The report also said that the government’s consolidated revenues grew by 7.5% but it was lower than the 18.9% uptick of the comparable period of the previous year. Expenditures grew by 11% during the quarter compared to 13.5% of the corresponding period.

“The resultant higher fiscal deficit was financed through increased government borrowing from both domestic and external sources,” the report said. These fiscal pressures allowed only limited room for the government to maneuver, therefore, the new political regime immediately announced cuts in development spending, partially reversed tax relief measures, and also explored avenues to bridge the external financing gap, it said.

Related: Dollar falls to seven-week low

Referring to the external account (dollars coming in vs dollars going out of Pakistan), the report said continued exports growth and a steady increase in workers’ remittances partially helped contain the current account deficit. However, the level of this deficit remained a concern as rising oil prices resulted in the quarterly import bill crossing the $4 billion mark, it said.

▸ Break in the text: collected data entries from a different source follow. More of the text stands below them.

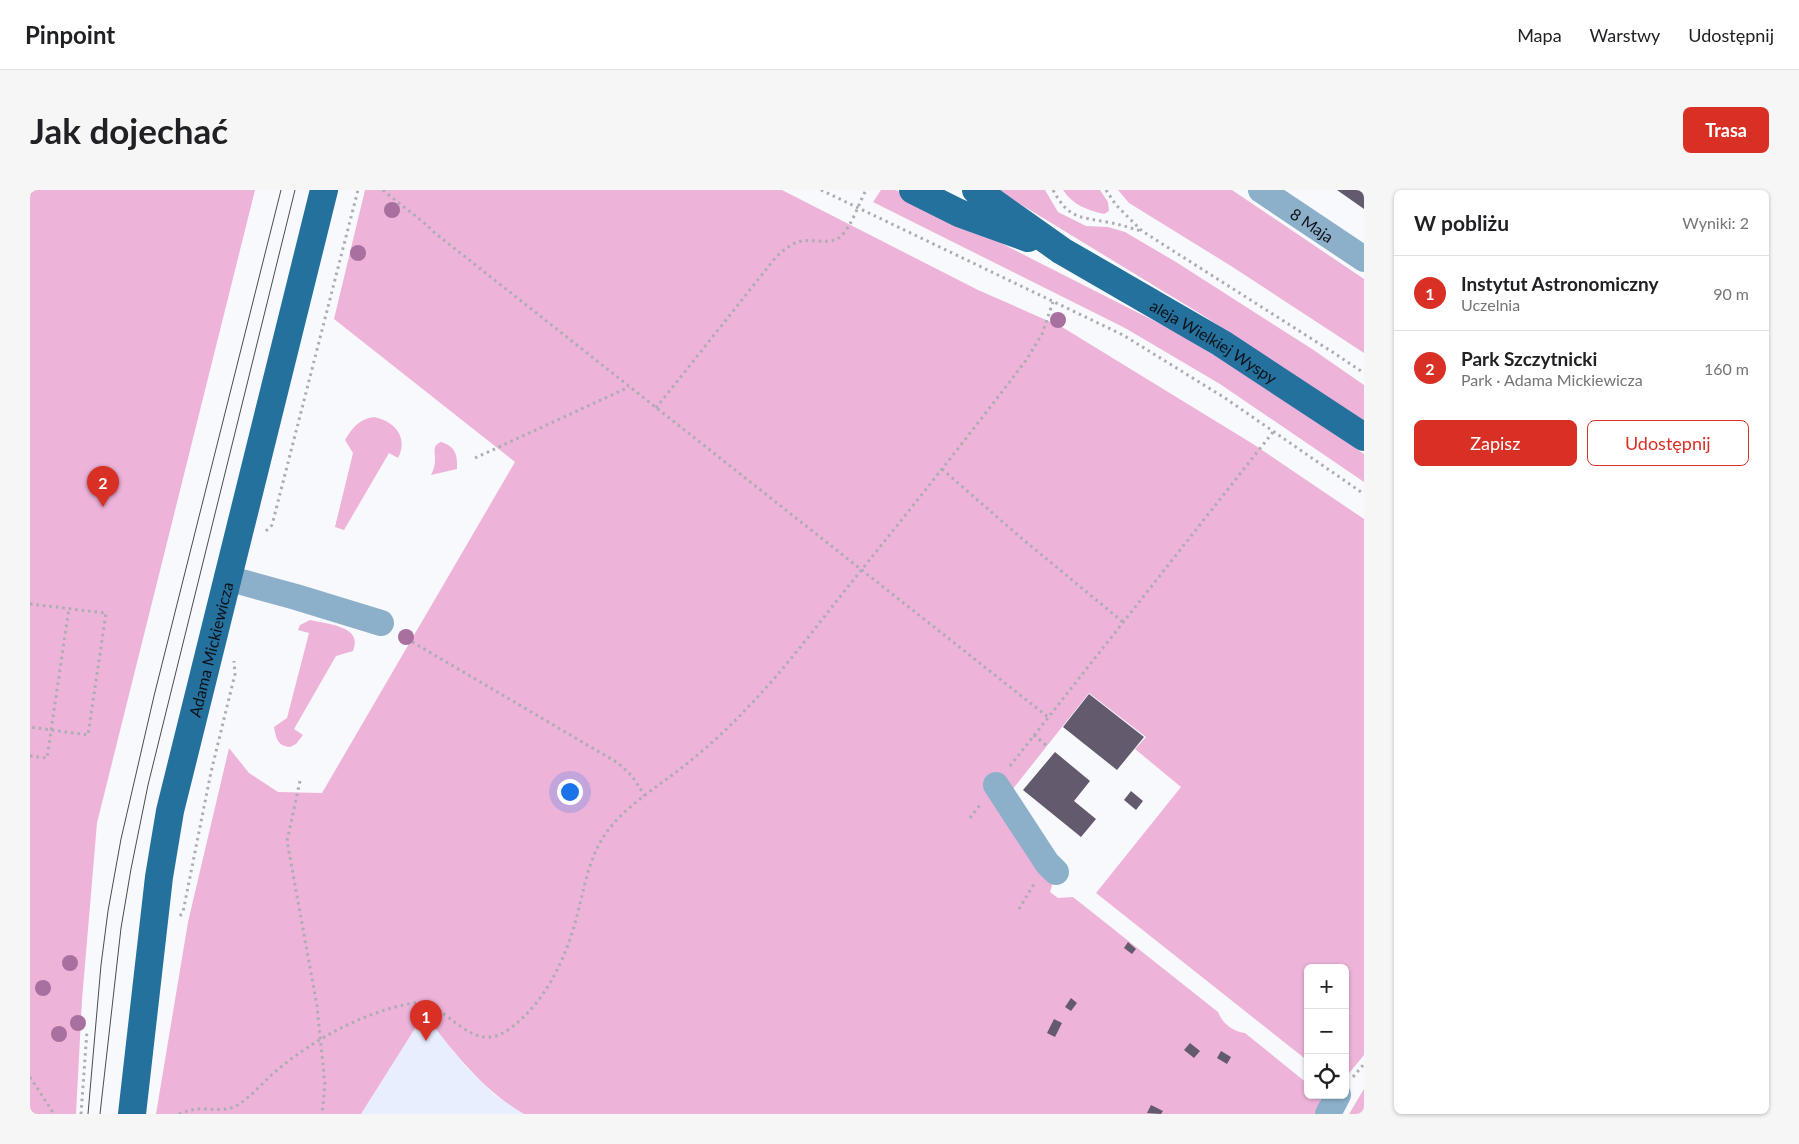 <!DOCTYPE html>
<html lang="pl">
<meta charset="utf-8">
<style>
:root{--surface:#fff;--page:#f6f6f6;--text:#202124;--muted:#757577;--line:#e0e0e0;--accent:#d93025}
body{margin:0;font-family:Lato,sans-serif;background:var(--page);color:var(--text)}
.controls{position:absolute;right:15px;bottom:15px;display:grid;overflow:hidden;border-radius:8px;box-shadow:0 1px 4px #0004}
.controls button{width:45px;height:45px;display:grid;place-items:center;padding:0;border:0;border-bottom:1px solid var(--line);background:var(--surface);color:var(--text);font:25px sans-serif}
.you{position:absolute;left:539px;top:601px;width:18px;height:18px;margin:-12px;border:4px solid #fff;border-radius:50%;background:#1a73e8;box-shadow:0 0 0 8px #1a73e833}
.badge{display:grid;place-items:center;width:32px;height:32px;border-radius:50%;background:var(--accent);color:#fff;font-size:16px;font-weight:700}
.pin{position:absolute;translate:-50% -41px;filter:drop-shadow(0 1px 2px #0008)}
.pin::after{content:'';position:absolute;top:26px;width:18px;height:15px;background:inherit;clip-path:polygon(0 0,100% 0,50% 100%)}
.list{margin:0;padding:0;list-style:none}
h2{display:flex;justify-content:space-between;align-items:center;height:65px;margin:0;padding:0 20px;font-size:21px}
h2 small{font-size:16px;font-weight:400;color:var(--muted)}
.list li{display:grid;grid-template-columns:32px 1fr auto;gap:15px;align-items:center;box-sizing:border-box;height:75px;padding:0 20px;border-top:1px solid var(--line)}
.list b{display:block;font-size:19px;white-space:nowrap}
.list p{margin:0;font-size:16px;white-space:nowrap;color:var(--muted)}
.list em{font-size:16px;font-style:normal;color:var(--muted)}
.actions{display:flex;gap:10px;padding:15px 20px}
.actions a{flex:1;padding:11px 0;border:1px solid var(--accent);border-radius:8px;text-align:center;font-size:18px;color:var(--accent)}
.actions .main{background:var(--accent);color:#fff}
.icon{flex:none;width:28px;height:28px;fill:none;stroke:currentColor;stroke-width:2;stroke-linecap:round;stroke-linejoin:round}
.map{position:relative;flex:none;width:1334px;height:924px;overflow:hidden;border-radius:8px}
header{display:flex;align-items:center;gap:30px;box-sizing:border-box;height:70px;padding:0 25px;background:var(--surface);border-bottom:1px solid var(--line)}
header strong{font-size:24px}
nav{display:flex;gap:28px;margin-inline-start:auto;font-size:18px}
.intro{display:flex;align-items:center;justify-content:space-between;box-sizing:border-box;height:120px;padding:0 30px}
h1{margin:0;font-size:35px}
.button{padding:12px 22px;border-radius:8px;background:var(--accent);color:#fff;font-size:18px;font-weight:700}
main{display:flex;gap:30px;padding:0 30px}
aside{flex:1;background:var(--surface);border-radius:8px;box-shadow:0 1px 4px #0004}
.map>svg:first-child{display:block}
.built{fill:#e9eeff}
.green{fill:#edb3d9}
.building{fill:#635b6d}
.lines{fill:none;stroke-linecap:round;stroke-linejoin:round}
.path{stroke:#acadb2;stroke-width:3;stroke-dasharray:2.5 4;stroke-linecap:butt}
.minor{stroke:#8cb0ca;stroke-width:26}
.major{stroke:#24719e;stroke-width:28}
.tram{stroke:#494b51;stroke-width:1}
.tree{fill:#a8709e}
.labels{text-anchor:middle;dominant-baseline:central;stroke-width:5;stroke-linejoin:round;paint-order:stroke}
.street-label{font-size:16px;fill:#0e1017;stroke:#f8f9fd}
</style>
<header>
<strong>Pinpoint</strong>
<nav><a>Mapa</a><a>Warstwy</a><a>Udostępnij</a></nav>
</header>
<div class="intro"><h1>Jak dojechać</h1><a class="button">Trasa</a></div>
<main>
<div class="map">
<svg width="1334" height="924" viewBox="0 0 1334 924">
<rect width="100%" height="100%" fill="#f8f9fd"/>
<path class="built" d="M393 824 438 879 466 906 494 924H331Z"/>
<g class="green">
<path d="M0 0H225L67 633 52 810 46 924H0Z"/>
<path d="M335 0H752L948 100 1032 137 1223 254 1334 329V865L1316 887 1315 778H1278V871L1066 703 1151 597 1105 559 1116 547 1059 503 982 600 1026 682 1020 702 1028 708 1043 707 1188 822C1193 834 1202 841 1215 843L1278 894V905H1289L1292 915 1287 924H494C451 899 424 862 394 824L331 924H126L158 732 199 558 219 583 248 602 292 603 485 272 304 129Z"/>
<path d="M851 0H866L1152 145 1278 225 1334 264V292L1190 194 1095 138 843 12Z"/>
<path d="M967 0H1015L1028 22 1056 36 1078 37 1095 42 1146 72 1282 159 1334 195V232L1174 126Z"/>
<path d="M1033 0H1070L1078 12 1079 21 1074 24C1057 20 1043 15 1033 0Z"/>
<path d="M1088 0H1202L1334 89V163L1201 76 1099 13Z"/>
<path d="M344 227C364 231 379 247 368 268L359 263 314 340 305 337 323 263 315 250C322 238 329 229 344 227Z"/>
<path d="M411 252C425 256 428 265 427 279L401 285C403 281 405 276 405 271 406 263 401 256 411 252Z"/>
<path d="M280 430C297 434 334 436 323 461L306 466 264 539 273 545 266 554 260 557C248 556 246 549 244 537L257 528 279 443 268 440 270 435Z"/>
<path d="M1334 899V924H1319Z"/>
</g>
<g class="building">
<path d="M1307 0H1334V19Z"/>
<path d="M1059 504 1114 547 1087 580 1033 537Z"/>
<path d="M1025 562 1060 591 1044 611 1066 629 1051 647 993 600Z"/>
<path d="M1101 601 1113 611 1106 620 1094 610Z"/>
<path d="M1098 752 1106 759 1102 764 1094 758Z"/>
<path d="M1041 808 1047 813 1041 821 1035 817Z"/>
<path d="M1024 829 1032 833 1025 847 1017 843Z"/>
<path d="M1160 853 1170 861 1164 868 1154 860Z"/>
<path d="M1191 861 1201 867 1197 874 1187 868Z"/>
<path d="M1121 915 1133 921 1131 924 1117 923Z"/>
</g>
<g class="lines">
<g class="path">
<path d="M353 0C370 15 389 27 405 43L1018 527"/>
<path d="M791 0 1093 145 1195 208 1334 304"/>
<path d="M1023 0C1038 28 1049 27 1077 32 1089 34 1100 38 1111 41"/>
<path d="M1076 0 1086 15 1112 41 1304 163 1334 183"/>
<path d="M0 5 1 0"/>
<path d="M626 218 746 67C754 60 761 53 772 51 784 49 800 55 810 47 821 38 829 13 836 0"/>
<path d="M445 268 599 197"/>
<path d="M912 279 990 347 1093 432"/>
<path d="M236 341 242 335 328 0"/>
<path d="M0 414 76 423 58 545 0 537"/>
<path d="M372 444 384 453 588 573 602 586 615 606"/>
<path d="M1004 545 1017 556"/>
<path d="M0 566 17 568 39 418"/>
<path d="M980 576 1243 242"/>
<path d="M270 591 257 651 287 816 295 895 292 924"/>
<path d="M940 628 950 615"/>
<path d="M989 719 1004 694"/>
<path d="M150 726 153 722 181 582 205 484 204 471"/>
<path d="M0 887 24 924"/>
<path d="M1323 887 1334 874"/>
<path d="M51 924 57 841"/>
<path d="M149 924C154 922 160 920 166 919 181 918 196 923 209 914 222 906 233 892 246 881 284 849 334 822 383 813 416 808 439 867 478 840 515 814 536 768 547 726 555 695 559 665 579 639 596 617 622 600 645 583 671 563 696 541 718 517 757 477 790 431 825 388 883 316 941 243 997 169L1012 144 1023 112"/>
</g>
<g class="minor">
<path id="s1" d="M1231 0 1334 69"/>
<path d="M197 388 266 407 351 433"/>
<path d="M966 595 1017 673 1026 682"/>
<path d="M1298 924 1308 905"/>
</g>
<g class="major">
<path d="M883 0 929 23 998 48"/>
<path id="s2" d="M946 0 1032 61 1191 153 1334 247"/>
<path id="s3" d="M102 924 129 687 140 621 294 0"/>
</g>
<g class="tram">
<path d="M58 924 71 775 78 721 91 649 124 506 251 0"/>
<path d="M70 924 91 738 101 679 118 595 265 0"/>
</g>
</g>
<g class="tree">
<circle cx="362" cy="20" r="8"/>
<circle cx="328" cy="63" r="8"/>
<circle cx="1028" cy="130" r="8"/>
<circle cx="376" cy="447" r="8"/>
<circle cx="40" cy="773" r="8"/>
<circle cx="13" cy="798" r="8"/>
<circle cx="398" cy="824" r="8"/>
<circle cx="48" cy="833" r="8"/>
<circle cx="29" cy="844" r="8"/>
</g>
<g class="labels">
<g class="street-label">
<text stroke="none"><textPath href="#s1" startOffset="62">8 Maja</textPath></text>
<text stroke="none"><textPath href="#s2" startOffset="282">aleja Wielkiej Wyspy</textPath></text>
<text stroke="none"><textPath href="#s3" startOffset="472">Adama Mickiewicza</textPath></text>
</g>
</g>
</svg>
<div class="controls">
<button>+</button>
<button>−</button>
<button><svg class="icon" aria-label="locate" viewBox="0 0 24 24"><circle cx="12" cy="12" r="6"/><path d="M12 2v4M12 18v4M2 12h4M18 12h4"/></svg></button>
</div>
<div class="you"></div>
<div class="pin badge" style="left:396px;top:851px">1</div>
<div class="pin badge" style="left:73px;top:317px">2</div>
</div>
<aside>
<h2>W pobliżu<small>Wyniki: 2</small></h2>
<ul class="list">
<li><span class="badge">1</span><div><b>Instytut Astronomiczny</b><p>Uczelnia</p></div><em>90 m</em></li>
<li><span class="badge">2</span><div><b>Park Szczytnicki</b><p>Park · Adama Mickiewicza</p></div><em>160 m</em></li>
</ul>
<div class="actions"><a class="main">Zapisz</a><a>Udostępnij</a></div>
</aside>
</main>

Foreign investments declined and external (dollar) borrowing by the private sector remained subdued. As a result, pressure on the balance of payments continued to mount with the country’s foreign exchange reserves declining by $1.4 billion and the rupee depreciating by 2.2% during the quarter. The situation will improve going forward as more dollar inflows are expected, which will shore up our foreign exchange reserves and ease the pressure on the rupee.

The central bank also explained it’s recent policies were in response to this twin loss (fiscal and external deficits).

To revert to a stable macroeconomic environment over the medium term, the report underlines the importance of the continuation of the right mix of polices. The report lays particular emphasis on initiating the needed structural reforms in order to push the country’s productivity frontier and take the growth momentum forward.